While revisiting maximum likelihood notes i got confused about maximum likelihood and probability density function.
It is saying that
We assume that the examples are independent, so the probability of the set is the product of the probabilities of the individual examples:
$$ f(x_1,...x_n;\theta)=\prod\limits_{j} f_\theta(x_j;\theta)\\ $$
The notation above makes us think of the distribution $\theta$ as fixed and the examples $ x_j $ as unknown, or varying. However, we can think of the training data as fixed and consider alternative parameter values. This is the point of view behind the definition of the likelihood function:
$$L(\theta;x_1,...x_n) = f(x_1,...x_n;\theta)$$
Note that
if $ f(x; \theta) $ is a probability mass function, then the likelihood is always less than one.

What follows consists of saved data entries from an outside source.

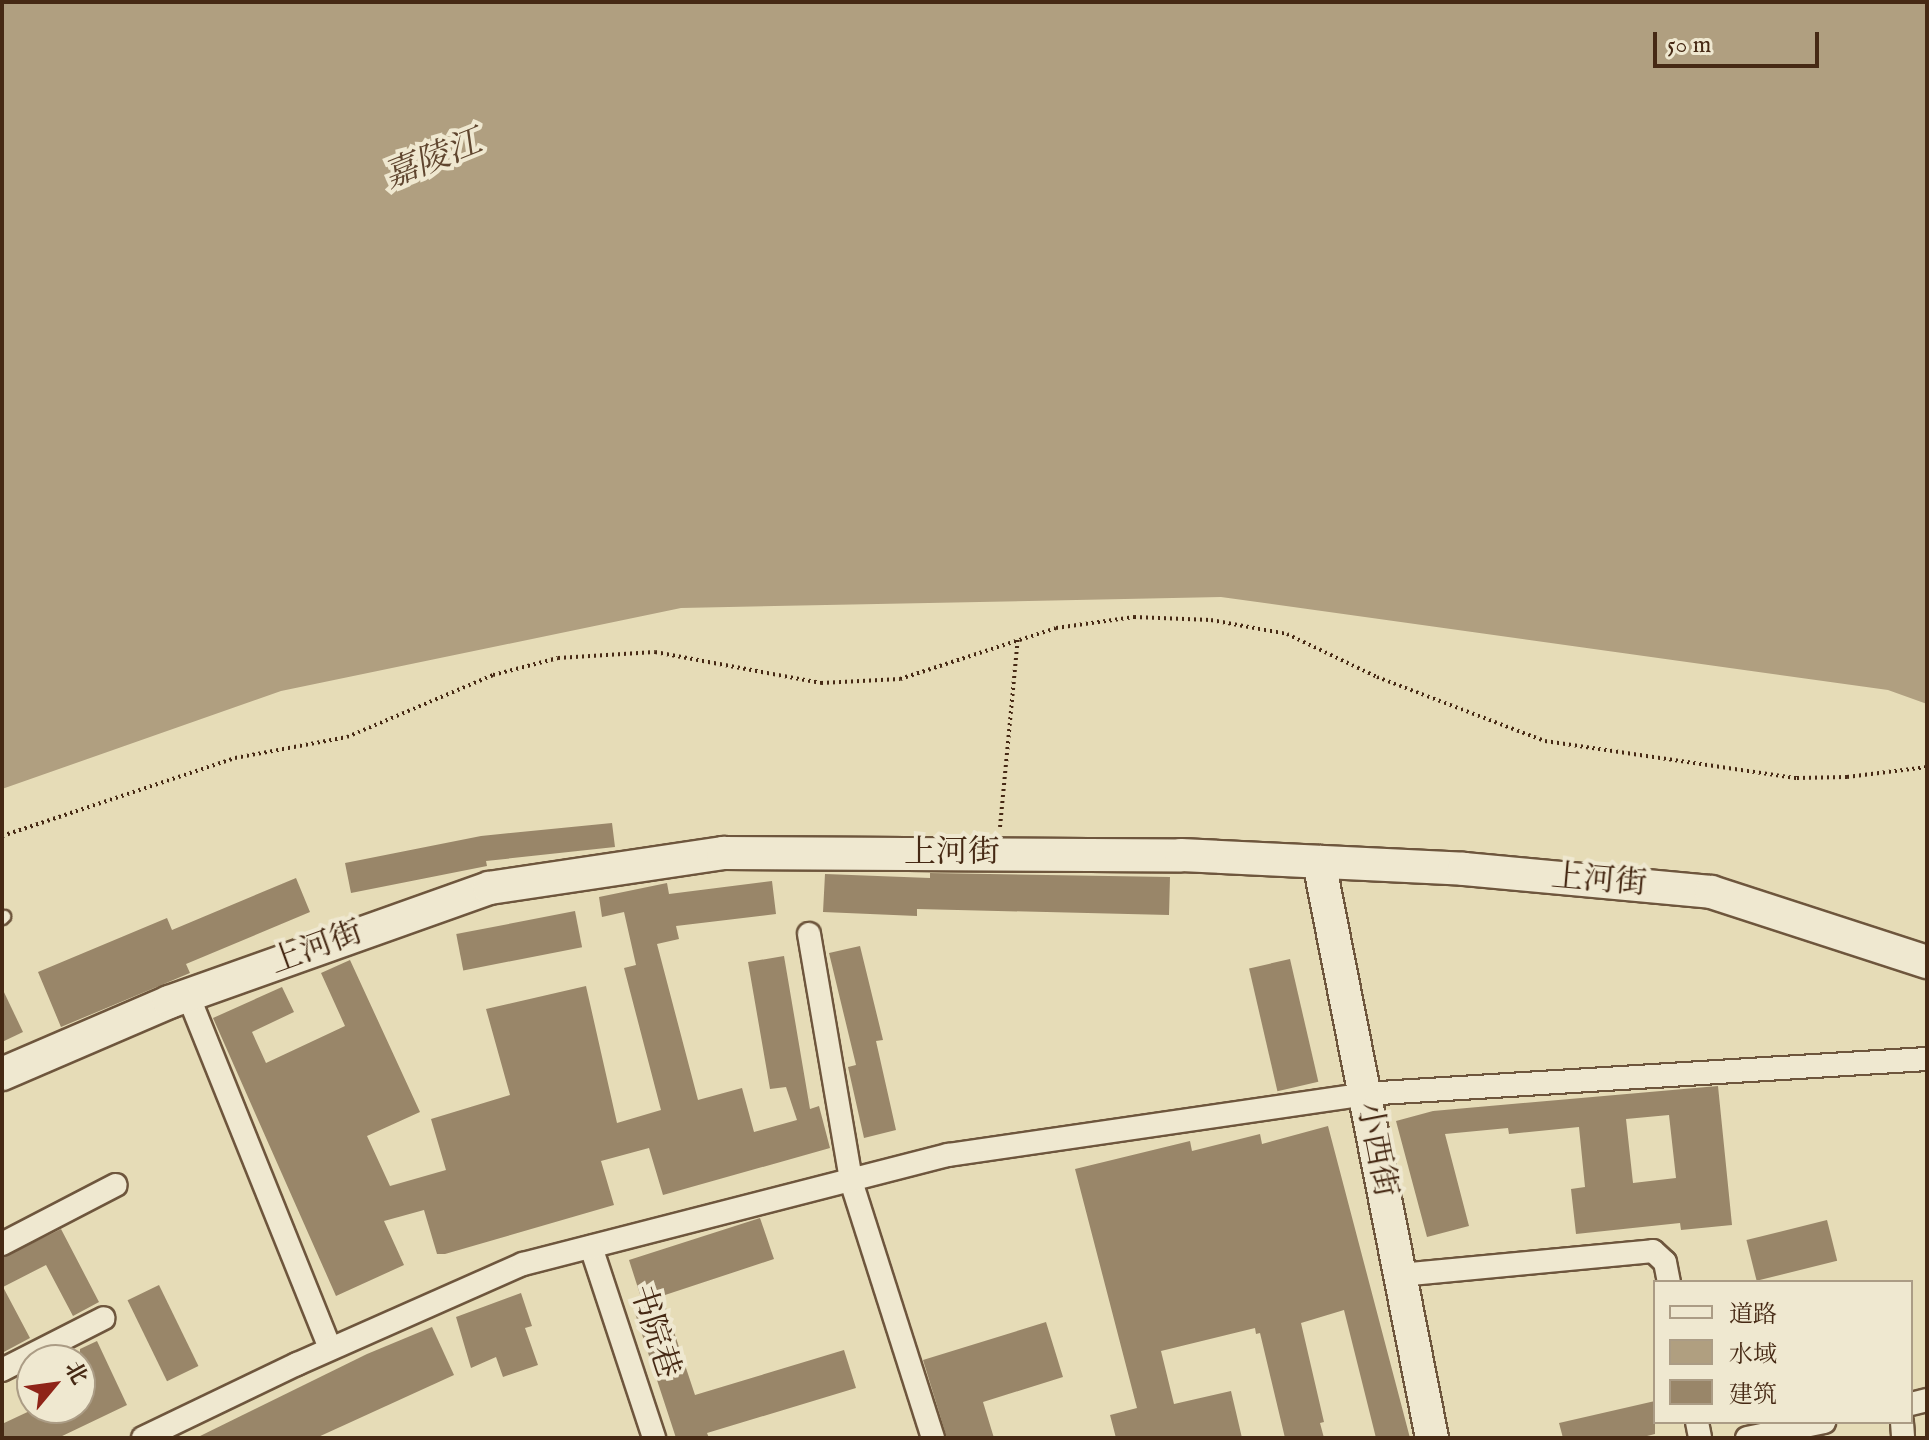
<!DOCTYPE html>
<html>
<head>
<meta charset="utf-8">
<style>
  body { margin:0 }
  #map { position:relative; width:1929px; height:1440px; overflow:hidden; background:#e6dcb7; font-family:"IM FELL English","Noto Serif SC",serif }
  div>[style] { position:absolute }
  .water>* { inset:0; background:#b09f80 }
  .building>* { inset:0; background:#998669; transform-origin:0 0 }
  .path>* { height:4px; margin-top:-2px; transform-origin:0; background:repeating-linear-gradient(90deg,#462914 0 2px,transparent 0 6px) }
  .roads { filter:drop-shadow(2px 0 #6e563d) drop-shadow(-2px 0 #6e563d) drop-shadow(0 2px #6e563d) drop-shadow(0 -2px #6e563d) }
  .lane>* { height:11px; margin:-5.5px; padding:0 5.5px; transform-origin:5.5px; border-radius:5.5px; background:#efe8d0 }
  .street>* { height:22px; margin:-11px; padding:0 11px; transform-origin:11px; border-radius:11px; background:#efe8d0 }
  .secondary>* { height:32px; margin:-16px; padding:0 16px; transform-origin:16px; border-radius:16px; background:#efe8d0 }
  span { translate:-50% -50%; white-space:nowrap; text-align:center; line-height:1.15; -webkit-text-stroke:8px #efe8d0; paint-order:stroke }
  .street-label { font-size:32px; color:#462914 }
  .water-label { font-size:34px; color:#60462f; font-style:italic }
  .frame { position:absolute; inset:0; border:4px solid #462914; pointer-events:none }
  .legend { position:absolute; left:1653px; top:1280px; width:260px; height:144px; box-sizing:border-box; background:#efe8d0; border:2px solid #ab9c85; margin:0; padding:10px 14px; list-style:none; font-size:24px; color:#462914 }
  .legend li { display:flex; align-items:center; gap:16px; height:40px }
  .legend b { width:40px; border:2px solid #ab9c85 }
  .north { position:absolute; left:16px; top:1344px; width:80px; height:80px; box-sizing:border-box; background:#efe8d0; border:2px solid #ab9c85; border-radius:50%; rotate:61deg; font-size:22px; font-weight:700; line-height:32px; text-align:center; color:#462914 }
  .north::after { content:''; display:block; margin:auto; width:28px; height:36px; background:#8f2418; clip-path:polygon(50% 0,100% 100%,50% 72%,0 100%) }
  .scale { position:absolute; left:1653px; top:32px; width:166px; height:36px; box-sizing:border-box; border:4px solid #462914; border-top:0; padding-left:10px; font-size:24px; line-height:28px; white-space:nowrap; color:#462914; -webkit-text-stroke:6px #efe8d0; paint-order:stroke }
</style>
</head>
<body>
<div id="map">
  <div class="water">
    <i style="clip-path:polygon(2px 2px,1927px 2px,1927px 704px,1888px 690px,1221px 597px,681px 608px,281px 691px,2px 789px)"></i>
  </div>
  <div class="building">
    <i style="clip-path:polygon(612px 823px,615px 847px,486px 861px,487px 866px,351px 893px,345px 863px,481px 836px)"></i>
    <i style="clip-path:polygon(930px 873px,1170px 877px,1169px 915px,917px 909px,917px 916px,823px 912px,825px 874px,930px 878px)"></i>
    <i style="clip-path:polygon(296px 878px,310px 912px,186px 964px,190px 973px,61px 1027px,38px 972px,167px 918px,172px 930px)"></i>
    <i style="clip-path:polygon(772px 881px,776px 914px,676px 926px,679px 939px,657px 944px,698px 1100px,742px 1088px,754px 1132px,797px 1120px,786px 1087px,770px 1089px,748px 962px,784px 956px,810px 1109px,819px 1106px,830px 1148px,663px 1195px,649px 1148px,601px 1161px,614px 1205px,445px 1254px,437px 1254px,424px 1210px,384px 1221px,404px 1265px,336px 1296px,213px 1018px,282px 987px,294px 1012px,252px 1032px,266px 1063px,345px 1026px,321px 973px,350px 960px,420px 1112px,367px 1136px,390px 1186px,446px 1170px,431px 1119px,510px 1095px,486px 1009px,586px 986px,617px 1123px,661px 1110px,624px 968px,636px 965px,624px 912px,602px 917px,599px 897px,667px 883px,669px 894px)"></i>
    <i style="left:575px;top:911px;width:37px;height:121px;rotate:79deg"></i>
    <i style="clip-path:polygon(860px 946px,883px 1040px,876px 1041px,896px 1130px,864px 1138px,848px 1067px,856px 1065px,829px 953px)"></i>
    <i style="left:1290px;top:959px;width:126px;height:42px;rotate:77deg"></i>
    <i style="clip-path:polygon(2px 988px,23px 1032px,2px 1042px)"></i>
    <i style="clip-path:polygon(evenodd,1718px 1086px,1732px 1225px,1681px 1230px,1680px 1223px,1576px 1234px,1571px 1189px,1585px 1187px,1579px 1127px,1509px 1134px,1508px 1128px,1445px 1134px,1469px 1226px,1427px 1237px,1396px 1121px,1433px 1111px,1718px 1086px,1669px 1115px,1676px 1178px,1633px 1183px,1626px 1119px,1669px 1115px)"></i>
    <i style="clip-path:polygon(1328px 1126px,1410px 1438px,1376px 1438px,1344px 1310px,1301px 1323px,1324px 1422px,1320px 1423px,1324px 1438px,1285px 1438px,1260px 1333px,1256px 1334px,1255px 1328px,1161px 1351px,1174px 1404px,1231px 1391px,1242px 1438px,1116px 1438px,1110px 1415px,1137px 1408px,1075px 1169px,1190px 1141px,1192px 1151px,1260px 1134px,1262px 1144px)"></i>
    <i style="clip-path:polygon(760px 1218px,774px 1259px,662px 1296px,695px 1395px,844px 1350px,856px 1388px,707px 1433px,709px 1438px,676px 1438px,635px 1313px,645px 1310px,629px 1260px)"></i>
    <i style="left:1827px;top:1220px;width:42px;height:83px;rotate:76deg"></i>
    <i style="clip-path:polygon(61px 1229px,99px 1302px,73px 1316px,46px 1265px,3px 1287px,30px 1338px,2px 1353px,2px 1258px)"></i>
    <i style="left:159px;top:1285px;width:90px;height:35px;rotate:64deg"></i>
    <i style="clip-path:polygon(521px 1293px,532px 1326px,525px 1328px,538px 1365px,503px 1377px,496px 1357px,471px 1368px,456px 1317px)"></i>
    <i style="clip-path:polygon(1046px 1322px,1063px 1377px,983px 1402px,994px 1438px,947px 1438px,923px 1360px)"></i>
    <i style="clip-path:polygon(432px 1327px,454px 1375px,316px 1438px,196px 1438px,367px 1354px)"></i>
    <i style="clip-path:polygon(97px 1341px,127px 1405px,58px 1438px,2px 1438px,2px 1424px,36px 1408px,80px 1408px,80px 1349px)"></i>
    <i style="clip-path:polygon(1655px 1401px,1655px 1434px,1639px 1438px,1563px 1438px,1559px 1423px)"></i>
  </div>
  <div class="path">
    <i style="left:1000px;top:827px;width:190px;rotate:-84.6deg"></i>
    <i style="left:2px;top:836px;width:246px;rotate:-18.5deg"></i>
    <i style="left:235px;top:758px;width:114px;rotate:-10.6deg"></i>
    <i style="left:347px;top:737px;width:159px;rotate:-23deg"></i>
    <i style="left:493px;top:675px;width:67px;rotate:-14.7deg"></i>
    <i style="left:558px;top:658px;width:97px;rotate:-3.5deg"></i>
    <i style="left:655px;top:652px;width:169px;rotate:10.6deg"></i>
    <i style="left:821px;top:683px;width:79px;rotate:-2.9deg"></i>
    <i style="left:900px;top:679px;width:164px;rotate:-18.1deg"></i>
    <i style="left:1056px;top:628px;width:79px;rotate:-8deg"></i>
    <i style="left:1134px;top:617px;width:77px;rotate:2.2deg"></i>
    <i style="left:1211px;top:620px;width:77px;rotate:10.4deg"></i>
    <i style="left:1287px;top:634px;width:100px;rotate:25.5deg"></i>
    <i style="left:1377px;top:677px;width:180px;rotate:20.9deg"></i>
    <i style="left:1545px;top:741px;width:255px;rotate:8.4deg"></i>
    <i style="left:1797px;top:778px;width:50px;rotate:-1.1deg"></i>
    <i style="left:1847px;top:777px;width:81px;rotate:-7.1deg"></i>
  </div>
  <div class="roads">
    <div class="lane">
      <i style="left:2px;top:918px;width:3px;rotate:-45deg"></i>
    </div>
    <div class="street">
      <i style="left:809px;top:934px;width:251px;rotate:80.3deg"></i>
      <i style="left:851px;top:1181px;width:270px;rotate:72.3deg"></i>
      <i style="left:188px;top:995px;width:381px;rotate:68.1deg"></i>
      <i style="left:2px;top:1244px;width:128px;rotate:-27.4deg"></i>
      <i style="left:591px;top:1247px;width:201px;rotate:71.7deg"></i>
      <i style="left:1400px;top:1275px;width:254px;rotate:-5.4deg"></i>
      <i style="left:1653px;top:1251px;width:16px;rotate:43deg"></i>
      <i style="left:1665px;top:1262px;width:20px;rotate:79deg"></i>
      <i style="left:2px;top:1370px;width:114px;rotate:-27deg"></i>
      <i style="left:1911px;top:1404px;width:16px;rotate:-14deg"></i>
      <i style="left:1697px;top:1422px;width:16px;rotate:79deg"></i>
      <i style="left:1902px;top:1422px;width:16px;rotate:86deg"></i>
      <i style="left:143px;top:1438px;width:171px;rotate:-25.7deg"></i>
      <i style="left:297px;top:1364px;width:247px;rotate:-23.9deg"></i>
      <i style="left:523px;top:1264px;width:439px;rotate:-14.4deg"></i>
      <i style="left:948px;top:1155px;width:420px;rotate:-8.3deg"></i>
      <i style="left:1364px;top:1094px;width:564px;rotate:-3.56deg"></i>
      <i style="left:1747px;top:1438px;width:79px;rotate:-11.7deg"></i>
    </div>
    <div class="secondary">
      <i style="left:1319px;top:862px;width:587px;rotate:78.9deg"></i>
      <i style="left:2px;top:1074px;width:182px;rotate:-23.3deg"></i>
      <i style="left:169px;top:1002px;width:340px;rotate:-19.6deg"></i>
      <i style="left:489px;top:888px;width:237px;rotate:-8.5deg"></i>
      <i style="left:723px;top:853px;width:458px;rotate:0.3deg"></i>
      <i style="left:1181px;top:855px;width:283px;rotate:2.8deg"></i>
      <i style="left:1464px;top:869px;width:248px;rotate:5.3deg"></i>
      <i style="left:1711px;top:892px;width:227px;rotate:18deg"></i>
    </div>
  </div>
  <div class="street-label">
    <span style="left:952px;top:854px">上河街</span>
    <span style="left:1599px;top:882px;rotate:5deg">上河街</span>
    <span style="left:317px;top:949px;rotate:-20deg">上河街</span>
    <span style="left:1375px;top:1150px;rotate:79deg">小西街</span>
    <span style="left:653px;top:1332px;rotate:72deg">书院巷</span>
  </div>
  <div class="water-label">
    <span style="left:433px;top:160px;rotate:-22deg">嘉陵江</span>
  </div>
  <div class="frame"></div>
  <ul class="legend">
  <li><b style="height:10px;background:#efe8d0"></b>道路</li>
  <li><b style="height:22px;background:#b09f80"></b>水域</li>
  <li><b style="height:22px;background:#998669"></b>建筑</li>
  </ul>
  <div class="north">北</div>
  <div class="scale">50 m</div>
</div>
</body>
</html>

if $ f(x; \theta) $ is a probability density function, then the likelihood can be greater than one, since densities can be greater than one.
Can someone explain
if $ f(x; \theta)$ is a probability density function then how likelihood will be greater than one ?


Note that $f(x;\theta)$ can be larger than one, but does not have to be larger than one. The explanation is simple: densities are basically real functions which integrate to one. But it is not necessary that a density function $f$ satisfies $f(x) \leq 1$ for all $x\in \Bbb R$. For example the density of a continuous uniformly distributed random variable on $[0, \frac 12]$ is given by $$ f(x) = \begin{cases}2, & x\in [0,\frac 12], \\ 0, &x\notin [0,\frac 12]. \end{cases} $$